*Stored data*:

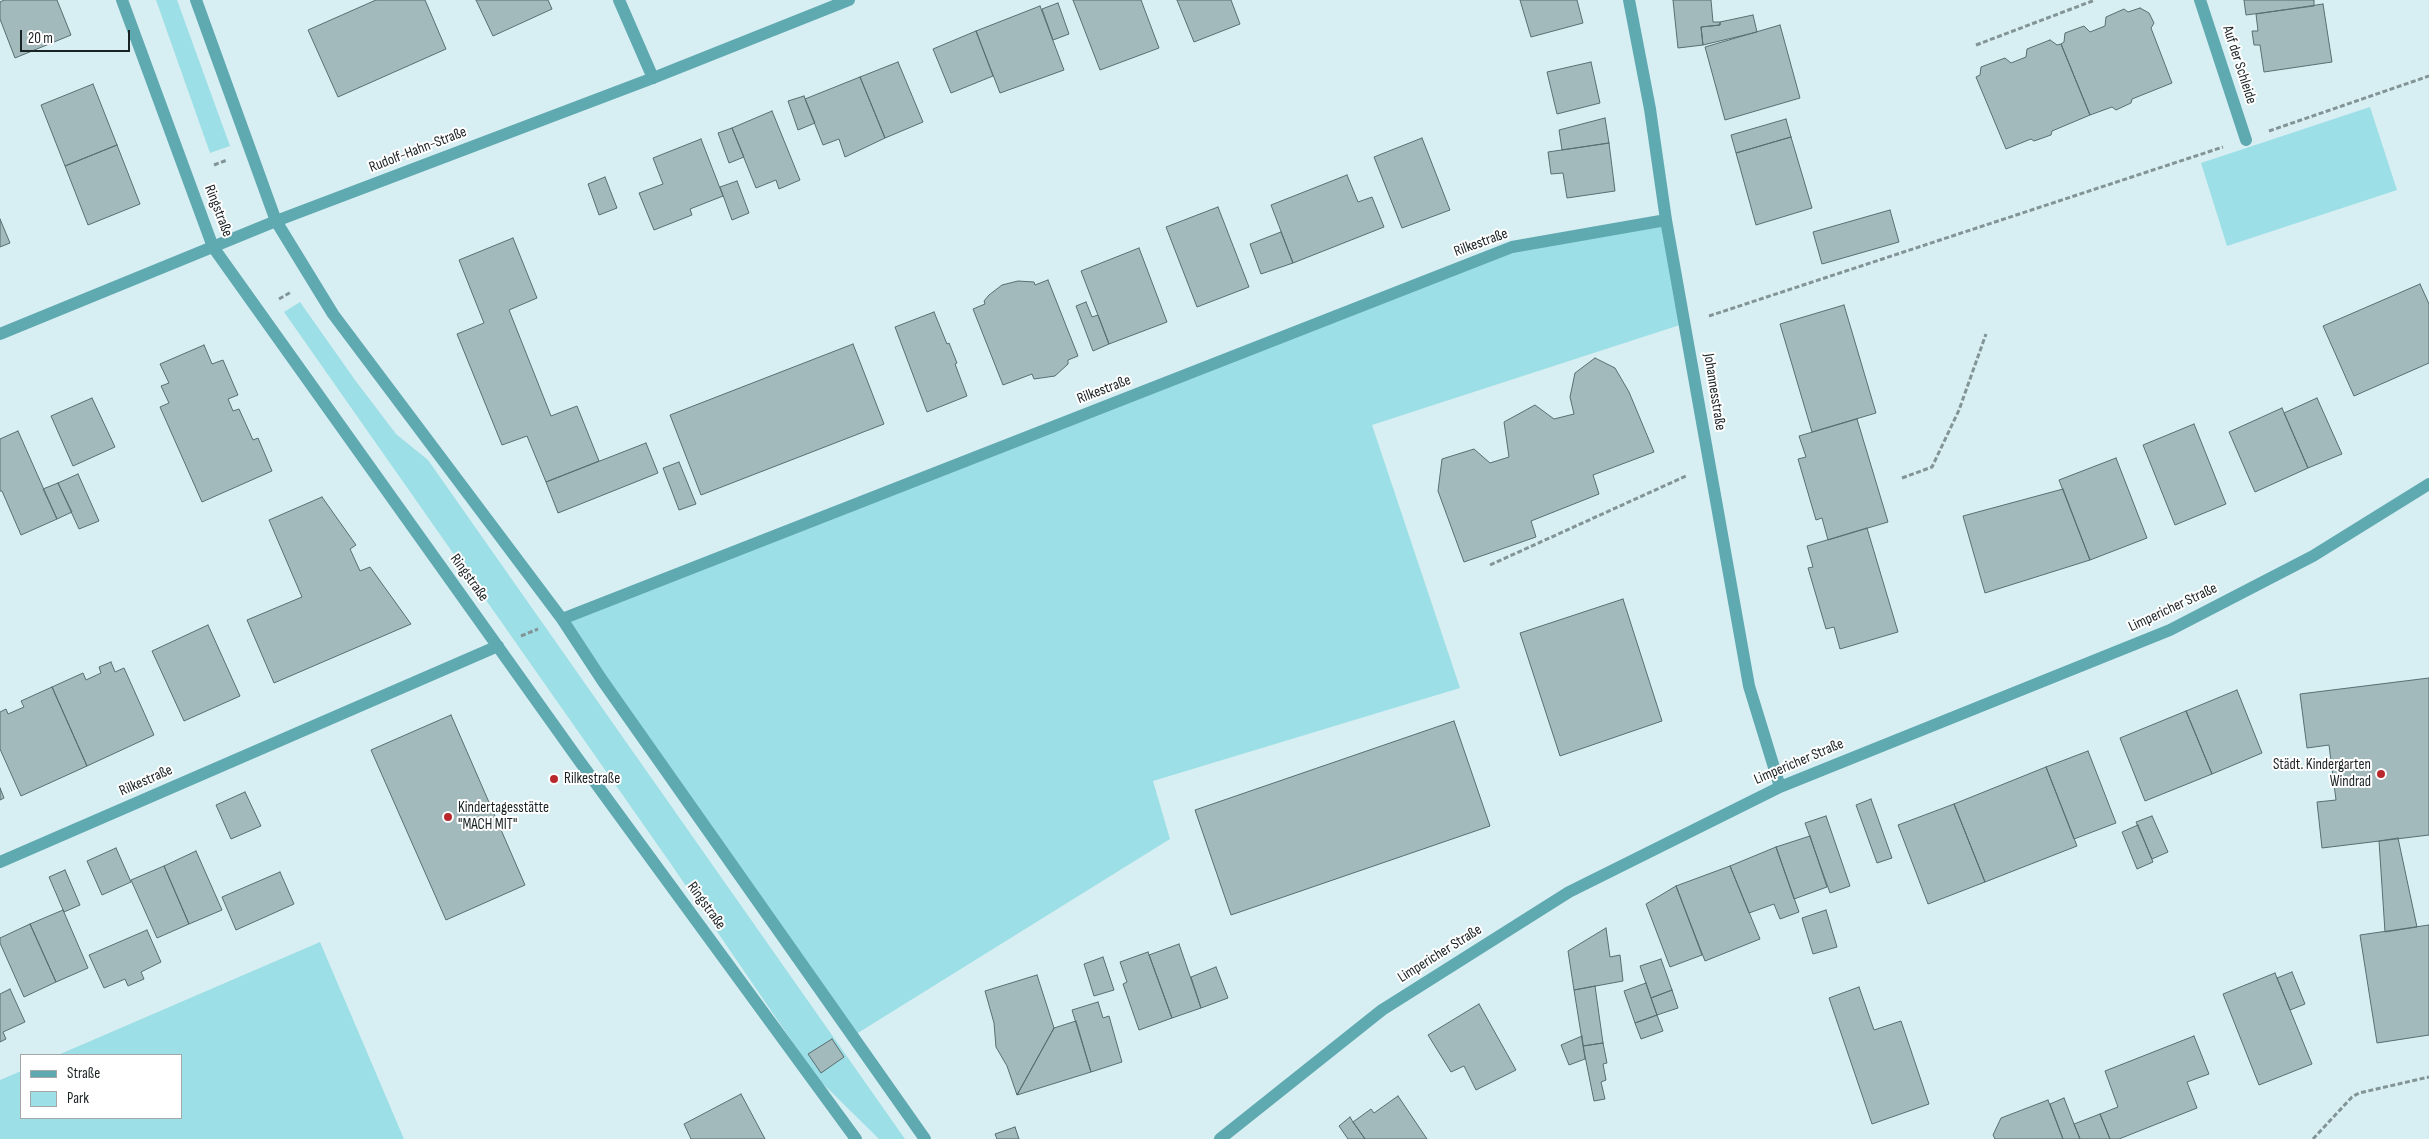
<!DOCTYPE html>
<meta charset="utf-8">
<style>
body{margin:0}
#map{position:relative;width:2429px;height:1139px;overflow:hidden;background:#d7eff2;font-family:"Sofia Sans Condensed",sans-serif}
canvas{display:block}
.legend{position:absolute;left:20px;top:1054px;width:162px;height:65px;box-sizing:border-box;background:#fff;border:1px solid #a3a7a7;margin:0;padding:6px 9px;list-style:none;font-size:15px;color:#1a2324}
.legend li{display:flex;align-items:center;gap:10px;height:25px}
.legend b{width:25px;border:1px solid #a3a7a7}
.scale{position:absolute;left:20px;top:30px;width:110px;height:22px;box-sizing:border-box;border:2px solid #1a2324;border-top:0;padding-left:6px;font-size:15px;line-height:18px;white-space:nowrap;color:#1a2324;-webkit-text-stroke:4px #fff;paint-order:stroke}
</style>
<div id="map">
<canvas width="2429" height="1139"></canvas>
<ul class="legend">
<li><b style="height:6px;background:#5fa9b1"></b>Straße</li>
<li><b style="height:14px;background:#9ddfe6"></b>Park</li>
</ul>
<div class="scale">20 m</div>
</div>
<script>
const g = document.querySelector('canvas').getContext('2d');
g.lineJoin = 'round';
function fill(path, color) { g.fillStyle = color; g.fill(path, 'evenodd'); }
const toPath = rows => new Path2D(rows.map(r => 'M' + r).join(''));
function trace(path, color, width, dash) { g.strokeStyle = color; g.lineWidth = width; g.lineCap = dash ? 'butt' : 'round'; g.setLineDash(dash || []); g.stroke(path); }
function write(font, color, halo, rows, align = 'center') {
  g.font = font + ' "Sofia Sans Condensed",sans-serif'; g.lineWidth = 4; g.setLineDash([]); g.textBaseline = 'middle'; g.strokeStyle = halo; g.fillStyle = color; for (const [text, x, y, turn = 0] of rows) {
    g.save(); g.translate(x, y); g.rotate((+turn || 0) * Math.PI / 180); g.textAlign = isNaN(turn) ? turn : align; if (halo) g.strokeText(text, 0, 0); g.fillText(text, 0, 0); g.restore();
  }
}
fill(toPath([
 [156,0,177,0,230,146,210,153],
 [2370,107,2397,190,2227,246,2201,163],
 [1666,220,1686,323,1372,425,1460,688,1153,781,1170,839,853,1036,562,619,1512,247],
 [300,302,355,380,396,434,428,460,905,1139,879,1139,817,1078,671,864,284,312],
 [320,942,404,1139,0,1139,0,1080,21,1071,21,1118,181,1118,181,1055,58,1055]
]), '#9ddfe6');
const building = toPath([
 [4,0,57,0,71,35,15,58,0,19,0,2,4,0],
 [376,0,425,0,446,49,338,97,308,30,376,0],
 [476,0,548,0,552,9,493,36,476,0],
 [1073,0,1141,0,1159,48,1100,70,1073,0],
 [1177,0,1231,0,1240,24,1194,42,1177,0],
 [1520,0,1577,0,1583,23,1531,37,1520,0],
 [1673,0,1711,0,1713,22,1720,22,1720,25,1701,27,1703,45,1678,48,1673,0],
 [2244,0,2314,0,2314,6,2246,15,2244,0],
 [1058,3,1069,34,1053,40,1042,9,1058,3],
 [2323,4,2332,62,2264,72,2260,45,2254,45,2252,31,2258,31,2256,14,2323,4],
 [1040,6,1064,70,1000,93,976,31,1040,6],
 [2140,8,2149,13,2154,23,2151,28,2172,83,2132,99,2131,103,2116,110,2112,107,2090,115,2061,44,2064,42,2065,33,2084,26,2090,32,2105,26,2106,17,2124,9,2128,12,2140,8],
 [1753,15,1757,32,1703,45,1701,27,1720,25,1720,22,1753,15],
 [1780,25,1800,98,1725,120,1705,47,1780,25],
 [976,31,993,76,951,93,933,49,976,31],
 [2050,40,2057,45,2061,44,2090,115,2052,131,2051,135,2034,141,2031,139,2006,149,1976,77,1980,75,1981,67,2005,58,2011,63,2026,57,2027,49,2050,40],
 [898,62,923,122,885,138,860,77,898,62],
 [1591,62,1600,103,1557,114,1547,72,1591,62],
 [860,77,885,138,845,157,839,139,823,145,805,99,860,77],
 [93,84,117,145,65,166,41,105,93,84],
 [804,96,815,123,798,130,788,101,804,96],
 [772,111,800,180,779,189,776,180,756,188,732,128,772,111],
 [1605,118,1609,143,1562,150,1559,130,1605,118],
 [1786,119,1791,137,1736,153,1731,135,1786,119],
 [732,128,744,157,729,163,718,133,732,128],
 [1791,137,1812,208,1756,225,1736,153,1791,137],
 [1422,138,1450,210,1402,228,1374,157,1422,138],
 [701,139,723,196,690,209,692,215,654,230,639,193,663,184,653,158,701,139],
 [1609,143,1615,191,1567,198,1563,173,1551,174,1548,152,1609,143],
 [117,145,140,204,88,225,65,166,117,145],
 [1347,175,1358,202,1372,197,1384,227,1293,263,1271,205,1347,175],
 [605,177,617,208,599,215,588,184,605,177],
 [737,181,749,213,732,220,720,187,737,181],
 [1218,207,1249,287,1197,307,1166,227,1218,207],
 [1890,210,1899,242,1822,264,1813,232,1890,210],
 [0,219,10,243,0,247,0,219],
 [1281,232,1293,263,1261,274,1250,244,1281,232],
 [513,238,537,298,509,310,551,416,577,406,599,461,546,482,527,436,502,445,457,334,484,323,459,260,513,238],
 [1139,248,1167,322,1109,344,1081,271,1139,248],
 [1048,280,1078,356,1068,360,1068,364,1055,376,1034,379,1032,374,1003,385,973,309,985,304,984,301,989,295,1002,285,1018,281,1034,282,1035,285,1048,280],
 [2420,284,2429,304,2429,363,2354,396,2323,326,2420,284],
 [1086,302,1092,317,1098,315,1109,344,1093,351,1076,306,1086,302],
 [1844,305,1876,413,1812,432,1780,324,1844,305],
 [934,312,947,344,949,343,957,363,955,364,967,396,927,412,895,327,934,312],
 [853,344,884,424,701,495,670,415,853,344],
 [204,345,212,364,223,360,238,395,228,399,233,411,239,409,253,440,258,438,272,471,202,502,160,407,169,403,161,386,169,383,160,364,204,345],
 [1595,358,1615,368,1629,392,1654,452,1593,475,1599,494,1531,521,1536,537,1464,562,1438,491,1442,459,1474,449,1490,463,1509,457,1504,422,1535,405,1554,419,1574,414,1570,397,1575,373,1595,358],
 [92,398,115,447,73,466,51,416,92,398],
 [2317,398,2342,454,2308,468,2284,413,2317,398],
 [2282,408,2308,468,2255,492,2229,432,2282,408],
 [1857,419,1888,522,1828,540,1822,518,1816,520,1798,459,1806,457,1799,436,1857,419],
 [2194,424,2226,504,2175,525,2143,445,2194,424],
 [18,431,57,519,21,535,2,491,0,491,0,439,18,431],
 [646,443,658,473,558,513,546,482,646,443],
 [2116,458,2147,538,2090,560,2059,480,2116,458],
 [679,462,696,504,679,510,663,468,679,462],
 [78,474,99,521,79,529,58,483,78,474],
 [58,483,72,512,57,519,43,489,58,483],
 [2063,489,2090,560,1985,593,1963,516,2063,489],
 [322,497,356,545,350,549,360,571,370,567,411,624,274,683,247,620,302,597,269,520,322,497],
 [1867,528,1898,632,1840,649,1834,627,1826,629,1808,568,1813,567,1807,546,1867,528],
 [1623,599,1662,721,1560,756,1520,633,1623,599],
 [208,625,240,696,184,721,152,651,208,625],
 [111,662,115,672,124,668,154,735,87,766,52,687,83,673,86,680,101,673,99,667,111,662],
 [2429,678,2429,835,2322,848,2317,802,2336,800,2329,745,2307,748,2300,694,2429,678],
 [52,687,87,766,21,796,0,749,0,712,6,709,8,714,24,707,21,701,52,687],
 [2237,690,2262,753,2212,774,2186,711,2237,690],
 [2186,711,2212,774,2145,801,2120,738,2186,711],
 [451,715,525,885,446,920,371,750,451,715],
 [1454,721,1490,826,1231,915,1195,810,1454,721],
 [2088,751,2116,823,2074,839,2046,767,2088,751],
 [2046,767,2077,846,1985,882,1954,804,2046,767],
 [0,788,4,798,0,800,0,788],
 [245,792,261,826,231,839,216,805,245,792],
 [1871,799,1892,858,1877,863,1856,805,1871,799],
 [1954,804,1985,882,1928,904,1898,825,1954,804],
 [1826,816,1850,886,1830,893,1805,823,1826,816],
 [2152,816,2168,852,2152,859,2136,822,2152,816],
 [2138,825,2153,862,2137,869,2122,832,2138,825],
 [1810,836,1827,887,1794,899,1776,847,1810,836],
 [2398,838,2417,927,2385,932,2379,841,2398,838],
 [1776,847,1799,912,1780,919,1774,904,1749,913,1730,866,1776,847],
 [116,848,131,882,102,895,87,861,116,848],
 [196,851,222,910,189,924,164,866,196,851],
 [164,866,189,924,157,938,131,880,164,866],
 [1730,866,1760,939,1705,961,1676,886,1730,866],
 [65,870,80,905,64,912,49,877,65,870],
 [280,872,294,904,236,930,222,897,280,872],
 [1676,886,1702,955,1670,967,1646,904,1676,886],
 [63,910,88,968,56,982,30,924,63,910],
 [1826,910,1837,947,1813,954,1802,918,1826,910],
 [30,924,56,982,24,997,0,943,0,938,30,924],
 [2429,925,2429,1035,2377,1043,2360,935,2429,925],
 [1606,928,1610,957,1620,955,1623,981,1574,990,1568,951,1606,928],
 [147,930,161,962,141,972,144,979,128,986,125,979,104,988,89,955,147,930],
 [1179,944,1201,1008,1172,1018,1149,955,1179,944],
 [1148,952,1172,1018,1139,1030,1123,984,1127,982,1120,962,1148,952],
 [1103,957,1114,990,1094,996,1084,964,1103,957],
 [1661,959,1672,990,1651,998,1640,966,1661,959],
 [1216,967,1228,998,1201,1008,1191,977,1216,967],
 [2292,972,2305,1004,2290,1010,2277,978,2292,972],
 [2275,973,2312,1064,2259,1085,2223,994,2275,973],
 [1037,975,1054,1028,1017,1095,1007,1066,996,1047,994,1023,985,991,1037,975],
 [1646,983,1657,1015,1635,1023,1624,991,1646,983],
 [1595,986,1603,1043,1583,1046,1574,990,1595,986],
 [1859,987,1874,1030,1901,1021,1929,1104,1872,1124,1829,998,1859,987],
 [10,989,25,1022,3,1032,6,1039,0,1042,0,994,10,989],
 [1672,990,1678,1008,1657,1015,1651,998,1672,990],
 [1098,1002,1103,1018,1109,1016,1122,1062,1091,1072,1072,1010,1098,1002],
 [1479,1004,1516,1070,1476,1090,1464,1066,1451,1072,1428,1035,1479,1004],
 [1657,1015,1663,1031,1641,1039,1635,1023,1657,1015],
 [1076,1021,1091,1072,1017,1095,1054,1028,1076,1021],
 [1582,1036,1585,1059,1569,1065,1561,1045,1582,1036],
 [2194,1036,2209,1074,2187,1082,2197,1108,2119,1139,2110,1139,2100,1114,2118,1107,2105,1071,2194,1036],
 [832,1039,844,1057,821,1073,808,1054,832,1039],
 [1603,1043,1607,1063,1603,1064,1606,1080,1601,1082,1605,1099,1594,1101,1583,1046,1603,1043],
 [741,1094,765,1139,691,1139,684,1124,741,1094],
 [1398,1096,1427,1139,1365,1139,1353,1122,1371,1109,1374,1113,1398,1096],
 [2064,1098,2074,1124,2080,1139,2063,1139,2050,1104,2064,1098],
 [2048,1100,2063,1139,1995,1139,1993,1135,2001,1118,2048,1100],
 [2100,1114,2110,1139,2080,1139,2074,1124,2100,1114],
 [1350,1117,1353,1122,1365,1139,1348,1139,1339,1126,1350,1117],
 [1015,1127,1019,1139,997,1139,995,1134,1015,1127]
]);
fill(building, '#a3babd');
trace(building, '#596e71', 1);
trace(toPath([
 [1976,45,2095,0],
 [2269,131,2429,76],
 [214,165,227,160],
 [279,299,291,292],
 [1709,316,2223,147],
 [1902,478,1932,467,1959,410,1986,334],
 [1490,565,1686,476],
 [521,636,538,629],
 [2313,1139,2352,1097,2359,1093,2429,1077]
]), '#839496', 3, [5, 2.5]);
trace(toPath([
 [122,0,213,247,578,759,856,1139],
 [196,0,276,221,333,314,562,619,602,680,925,1139],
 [619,0,653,78],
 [1629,0,1650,109,1666,220,1749,686,1780,787],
 [2200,0,2246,140],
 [562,619,1512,247,1666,220],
 [0,862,498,646],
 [1220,1139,1382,1010,1569,892,1780,787,2170,630,2313,556,2429,484]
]), '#5fa9b1', 12);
trace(toPath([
 [0,334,276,221,653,78,849,0]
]), '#5fa9b1', 12);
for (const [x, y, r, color] of [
 [2381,774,5,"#b8282d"],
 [554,779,5,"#b8282d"],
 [448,817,5,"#b8282d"]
]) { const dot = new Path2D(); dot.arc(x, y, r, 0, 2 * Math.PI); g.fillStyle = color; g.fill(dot); trace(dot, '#fff', 2); }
write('15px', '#1a2324', '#fff', [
 ["Auf der Schleide",2239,65,72],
 ["Rudolf-Hahn-Straße",418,150,-21],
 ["Ringstraße",218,211,69],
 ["Rilkestraße",1481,243,-20],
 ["Rilkestraße",1104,390,-21],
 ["Johannesstraße",1714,392,81],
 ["Ringstraße",469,578,54],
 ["Limpericher Straße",2173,608,-25],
 ["Limpericher Straße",1799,762,-23],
 ["Rilkestraße",146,781,-24],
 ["Ringstraße",706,906,54],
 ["Limpericher Straße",1440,954,-32]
]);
write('15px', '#1a2324', '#fff', [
 ["Städt. Kindergarten",2371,765,"right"],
 ["Windrad",2371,782,"right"],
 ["Rilkestraße",564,779],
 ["Kindertagesstätte",458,808],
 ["\"MACH MIT\"",458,825]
], 'left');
</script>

*YOUR OBJECTIVE*: Out of the entries, pull every line that mentions "canvas".

*REPLY TO THE TASK*:
canvas{display:block}
<canvas width="2429" height="1139"></canvas>
const g = document.querySelector('canvas').getContext('2d');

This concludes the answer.